Exercise objective → Of the lines listed below, return exactly those that run from the line containing "Map reading. Transcribe the names and structure of the map" through the line containing "What data does", both included.

Dataset entries →
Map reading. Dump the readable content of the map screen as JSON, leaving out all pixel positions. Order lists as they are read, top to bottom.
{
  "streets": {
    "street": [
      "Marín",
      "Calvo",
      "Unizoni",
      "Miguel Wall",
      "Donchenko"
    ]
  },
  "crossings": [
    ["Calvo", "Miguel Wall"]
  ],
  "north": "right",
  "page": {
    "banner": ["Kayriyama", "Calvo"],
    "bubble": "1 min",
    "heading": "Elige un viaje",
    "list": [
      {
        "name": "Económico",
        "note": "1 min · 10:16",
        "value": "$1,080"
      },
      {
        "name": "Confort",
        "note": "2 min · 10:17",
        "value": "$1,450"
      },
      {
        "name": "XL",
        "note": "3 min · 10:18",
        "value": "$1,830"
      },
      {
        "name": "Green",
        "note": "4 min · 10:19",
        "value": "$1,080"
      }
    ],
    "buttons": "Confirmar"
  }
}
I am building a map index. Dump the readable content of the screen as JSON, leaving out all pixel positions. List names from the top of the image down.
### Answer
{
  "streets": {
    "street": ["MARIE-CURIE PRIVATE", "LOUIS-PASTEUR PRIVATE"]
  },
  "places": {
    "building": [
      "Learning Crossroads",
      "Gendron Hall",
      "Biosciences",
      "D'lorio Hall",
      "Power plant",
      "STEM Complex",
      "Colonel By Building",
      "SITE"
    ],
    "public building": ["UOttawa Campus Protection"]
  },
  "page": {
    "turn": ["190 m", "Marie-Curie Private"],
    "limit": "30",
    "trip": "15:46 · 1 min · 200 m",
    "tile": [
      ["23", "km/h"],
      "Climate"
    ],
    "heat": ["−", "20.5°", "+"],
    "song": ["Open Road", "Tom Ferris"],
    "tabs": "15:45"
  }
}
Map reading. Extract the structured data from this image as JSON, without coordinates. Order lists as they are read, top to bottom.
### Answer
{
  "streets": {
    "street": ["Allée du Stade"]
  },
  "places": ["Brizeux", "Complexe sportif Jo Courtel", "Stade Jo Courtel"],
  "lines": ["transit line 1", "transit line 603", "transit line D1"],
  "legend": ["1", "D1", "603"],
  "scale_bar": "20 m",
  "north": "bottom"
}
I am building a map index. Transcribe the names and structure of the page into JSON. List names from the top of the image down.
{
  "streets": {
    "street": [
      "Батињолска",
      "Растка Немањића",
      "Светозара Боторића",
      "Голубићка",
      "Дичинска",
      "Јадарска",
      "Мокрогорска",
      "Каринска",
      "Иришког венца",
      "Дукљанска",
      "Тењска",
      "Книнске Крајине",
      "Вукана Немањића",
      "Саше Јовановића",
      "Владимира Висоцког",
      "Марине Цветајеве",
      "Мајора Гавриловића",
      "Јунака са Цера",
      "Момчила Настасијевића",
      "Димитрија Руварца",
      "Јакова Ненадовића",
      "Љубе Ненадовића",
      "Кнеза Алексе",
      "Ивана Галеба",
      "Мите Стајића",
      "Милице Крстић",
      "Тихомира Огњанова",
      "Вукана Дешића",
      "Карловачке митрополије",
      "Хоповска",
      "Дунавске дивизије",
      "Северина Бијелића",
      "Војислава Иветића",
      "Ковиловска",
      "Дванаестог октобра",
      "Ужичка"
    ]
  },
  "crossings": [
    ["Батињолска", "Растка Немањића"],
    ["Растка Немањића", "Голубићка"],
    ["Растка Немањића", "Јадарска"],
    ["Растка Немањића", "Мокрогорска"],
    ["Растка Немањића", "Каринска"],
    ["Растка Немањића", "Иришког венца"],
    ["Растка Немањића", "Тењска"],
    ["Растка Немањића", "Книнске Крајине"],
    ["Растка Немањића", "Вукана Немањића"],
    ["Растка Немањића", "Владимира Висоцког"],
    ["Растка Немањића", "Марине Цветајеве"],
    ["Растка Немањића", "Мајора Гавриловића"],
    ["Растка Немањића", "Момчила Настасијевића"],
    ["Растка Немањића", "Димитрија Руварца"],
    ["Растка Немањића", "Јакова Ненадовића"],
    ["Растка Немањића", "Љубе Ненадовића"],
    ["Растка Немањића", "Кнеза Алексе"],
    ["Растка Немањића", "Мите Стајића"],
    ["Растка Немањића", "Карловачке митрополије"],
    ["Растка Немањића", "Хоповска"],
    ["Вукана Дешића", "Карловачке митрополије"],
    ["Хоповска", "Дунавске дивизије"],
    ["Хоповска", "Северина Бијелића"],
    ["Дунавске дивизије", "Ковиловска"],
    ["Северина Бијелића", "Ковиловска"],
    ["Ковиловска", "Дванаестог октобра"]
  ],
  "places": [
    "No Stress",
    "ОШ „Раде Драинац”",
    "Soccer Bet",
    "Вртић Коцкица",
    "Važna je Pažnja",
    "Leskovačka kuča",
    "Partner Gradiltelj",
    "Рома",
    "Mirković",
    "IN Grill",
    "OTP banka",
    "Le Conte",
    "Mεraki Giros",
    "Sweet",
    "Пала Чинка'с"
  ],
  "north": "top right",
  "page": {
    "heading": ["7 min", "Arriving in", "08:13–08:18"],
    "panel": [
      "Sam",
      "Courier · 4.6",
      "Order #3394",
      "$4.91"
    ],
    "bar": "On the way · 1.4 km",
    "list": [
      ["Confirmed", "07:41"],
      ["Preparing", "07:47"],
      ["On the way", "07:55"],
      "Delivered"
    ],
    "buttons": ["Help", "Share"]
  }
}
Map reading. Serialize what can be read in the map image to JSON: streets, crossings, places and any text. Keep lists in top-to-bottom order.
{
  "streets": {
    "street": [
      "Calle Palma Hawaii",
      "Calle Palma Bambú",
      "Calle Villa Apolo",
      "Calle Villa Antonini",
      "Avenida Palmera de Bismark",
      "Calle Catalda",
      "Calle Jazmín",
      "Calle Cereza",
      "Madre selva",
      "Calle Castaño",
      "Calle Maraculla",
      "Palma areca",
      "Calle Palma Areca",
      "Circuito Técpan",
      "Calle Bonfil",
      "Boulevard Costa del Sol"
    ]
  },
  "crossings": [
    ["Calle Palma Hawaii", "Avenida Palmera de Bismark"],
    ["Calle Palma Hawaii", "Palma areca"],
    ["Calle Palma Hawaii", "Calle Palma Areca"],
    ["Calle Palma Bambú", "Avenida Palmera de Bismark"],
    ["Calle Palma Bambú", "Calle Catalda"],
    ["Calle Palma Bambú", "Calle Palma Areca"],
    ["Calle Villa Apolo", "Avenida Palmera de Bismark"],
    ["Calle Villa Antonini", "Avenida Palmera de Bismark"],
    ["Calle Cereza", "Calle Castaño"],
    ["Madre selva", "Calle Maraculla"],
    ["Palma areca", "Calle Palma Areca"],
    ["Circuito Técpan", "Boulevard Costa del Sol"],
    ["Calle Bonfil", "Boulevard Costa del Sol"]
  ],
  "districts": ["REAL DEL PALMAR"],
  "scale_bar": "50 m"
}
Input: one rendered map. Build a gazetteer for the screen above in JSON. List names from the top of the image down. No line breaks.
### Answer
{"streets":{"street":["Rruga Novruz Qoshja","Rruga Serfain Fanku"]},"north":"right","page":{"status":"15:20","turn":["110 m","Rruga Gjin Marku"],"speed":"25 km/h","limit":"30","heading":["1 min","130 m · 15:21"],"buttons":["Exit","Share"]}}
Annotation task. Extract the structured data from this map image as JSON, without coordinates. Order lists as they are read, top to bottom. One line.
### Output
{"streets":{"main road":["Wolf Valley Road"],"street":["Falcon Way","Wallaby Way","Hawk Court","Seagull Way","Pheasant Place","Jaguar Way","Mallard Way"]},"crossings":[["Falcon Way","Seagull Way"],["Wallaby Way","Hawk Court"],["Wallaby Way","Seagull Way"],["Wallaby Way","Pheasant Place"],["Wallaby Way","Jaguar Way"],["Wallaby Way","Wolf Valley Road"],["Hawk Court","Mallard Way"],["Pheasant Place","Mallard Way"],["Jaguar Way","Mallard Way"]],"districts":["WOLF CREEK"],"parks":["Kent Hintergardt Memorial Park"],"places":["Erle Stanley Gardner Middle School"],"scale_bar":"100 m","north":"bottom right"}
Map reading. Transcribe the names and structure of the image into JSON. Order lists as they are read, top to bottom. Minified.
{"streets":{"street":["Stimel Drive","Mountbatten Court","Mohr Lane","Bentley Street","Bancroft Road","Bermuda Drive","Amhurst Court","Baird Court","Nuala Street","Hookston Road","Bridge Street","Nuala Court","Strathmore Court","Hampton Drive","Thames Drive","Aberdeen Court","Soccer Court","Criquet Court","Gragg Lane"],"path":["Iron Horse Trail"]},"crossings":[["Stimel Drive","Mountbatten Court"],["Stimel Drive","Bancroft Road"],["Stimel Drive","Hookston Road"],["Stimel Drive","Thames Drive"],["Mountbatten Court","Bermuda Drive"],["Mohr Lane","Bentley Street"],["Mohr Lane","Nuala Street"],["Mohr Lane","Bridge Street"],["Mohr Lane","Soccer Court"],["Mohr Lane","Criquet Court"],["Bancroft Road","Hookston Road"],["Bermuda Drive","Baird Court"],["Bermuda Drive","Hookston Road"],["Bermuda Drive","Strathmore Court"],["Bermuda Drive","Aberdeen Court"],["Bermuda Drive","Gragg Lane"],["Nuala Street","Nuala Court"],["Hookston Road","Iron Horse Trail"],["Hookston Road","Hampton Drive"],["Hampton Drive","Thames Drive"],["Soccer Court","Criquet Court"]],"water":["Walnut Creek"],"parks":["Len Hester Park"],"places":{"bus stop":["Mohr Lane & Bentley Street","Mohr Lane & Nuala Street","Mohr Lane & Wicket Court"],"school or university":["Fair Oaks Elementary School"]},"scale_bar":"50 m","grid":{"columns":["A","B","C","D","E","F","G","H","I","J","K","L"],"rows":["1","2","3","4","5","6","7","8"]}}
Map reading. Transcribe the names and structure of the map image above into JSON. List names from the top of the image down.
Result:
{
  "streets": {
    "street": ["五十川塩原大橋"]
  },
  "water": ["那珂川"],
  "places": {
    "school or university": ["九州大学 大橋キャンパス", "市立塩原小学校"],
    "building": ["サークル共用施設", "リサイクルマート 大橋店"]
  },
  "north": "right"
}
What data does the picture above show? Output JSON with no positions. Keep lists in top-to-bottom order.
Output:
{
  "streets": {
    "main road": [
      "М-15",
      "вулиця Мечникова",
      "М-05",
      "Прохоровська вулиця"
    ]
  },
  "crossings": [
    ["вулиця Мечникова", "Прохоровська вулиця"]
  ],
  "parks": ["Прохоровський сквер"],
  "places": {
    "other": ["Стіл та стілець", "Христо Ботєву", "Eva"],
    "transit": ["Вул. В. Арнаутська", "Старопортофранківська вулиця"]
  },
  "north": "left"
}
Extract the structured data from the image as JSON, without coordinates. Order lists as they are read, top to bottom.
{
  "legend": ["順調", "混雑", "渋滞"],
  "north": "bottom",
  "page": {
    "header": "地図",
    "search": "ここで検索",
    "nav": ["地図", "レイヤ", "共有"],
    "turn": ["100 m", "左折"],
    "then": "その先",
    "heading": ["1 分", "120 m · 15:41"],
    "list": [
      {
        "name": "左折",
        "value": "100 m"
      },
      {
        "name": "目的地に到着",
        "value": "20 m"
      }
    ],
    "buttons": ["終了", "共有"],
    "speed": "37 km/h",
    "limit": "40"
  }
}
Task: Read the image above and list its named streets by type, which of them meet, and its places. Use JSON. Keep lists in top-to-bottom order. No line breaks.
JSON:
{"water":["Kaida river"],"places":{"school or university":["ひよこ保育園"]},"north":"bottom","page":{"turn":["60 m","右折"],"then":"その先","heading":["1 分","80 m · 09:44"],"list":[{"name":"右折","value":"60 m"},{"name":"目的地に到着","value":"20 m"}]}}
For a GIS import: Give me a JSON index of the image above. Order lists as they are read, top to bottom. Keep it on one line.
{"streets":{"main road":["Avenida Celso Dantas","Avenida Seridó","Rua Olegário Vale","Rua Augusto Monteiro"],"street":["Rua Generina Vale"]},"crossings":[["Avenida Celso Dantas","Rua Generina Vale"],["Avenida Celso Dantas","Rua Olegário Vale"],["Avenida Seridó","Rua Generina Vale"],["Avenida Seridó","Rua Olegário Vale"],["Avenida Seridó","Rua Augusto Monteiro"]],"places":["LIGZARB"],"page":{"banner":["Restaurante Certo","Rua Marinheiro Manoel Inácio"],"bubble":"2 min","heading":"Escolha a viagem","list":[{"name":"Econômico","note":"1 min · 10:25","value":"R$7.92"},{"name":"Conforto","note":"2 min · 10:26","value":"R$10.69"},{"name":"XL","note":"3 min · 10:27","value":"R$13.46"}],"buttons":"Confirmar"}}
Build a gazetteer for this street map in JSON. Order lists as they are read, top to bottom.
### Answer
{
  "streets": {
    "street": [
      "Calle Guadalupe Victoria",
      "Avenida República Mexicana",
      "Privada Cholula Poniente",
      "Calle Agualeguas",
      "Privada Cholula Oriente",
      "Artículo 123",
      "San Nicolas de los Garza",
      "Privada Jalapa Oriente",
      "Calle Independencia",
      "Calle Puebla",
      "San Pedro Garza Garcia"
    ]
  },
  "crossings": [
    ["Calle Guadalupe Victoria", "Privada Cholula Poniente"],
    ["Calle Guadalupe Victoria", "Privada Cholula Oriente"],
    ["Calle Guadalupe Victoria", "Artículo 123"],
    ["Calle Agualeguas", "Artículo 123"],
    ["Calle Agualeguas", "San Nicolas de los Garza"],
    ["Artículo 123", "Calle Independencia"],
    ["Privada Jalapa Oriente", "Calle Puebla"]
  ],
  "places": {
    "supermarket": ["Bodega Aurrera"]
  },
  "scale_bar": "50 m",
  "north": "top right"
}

Task output →
Map reading. Transcribe the names and structure of the map image above into JSON. List names from the top of the image down.
Result:
{
  "streets": {
    "street": ["五十川塩原大橋"]
  },
  "water": ["那珂川"],
  "places": {
    "school or university": ["九州大学 大橋キャンパス", "市立塩原小学校"],
    "building": ["サークル共用施設", "リサイクルマート 大橋店"]
  },
  "north": "right"
}
What data does the picture above show? Output JSON with no positions. Keep lists in top-to-bottom order.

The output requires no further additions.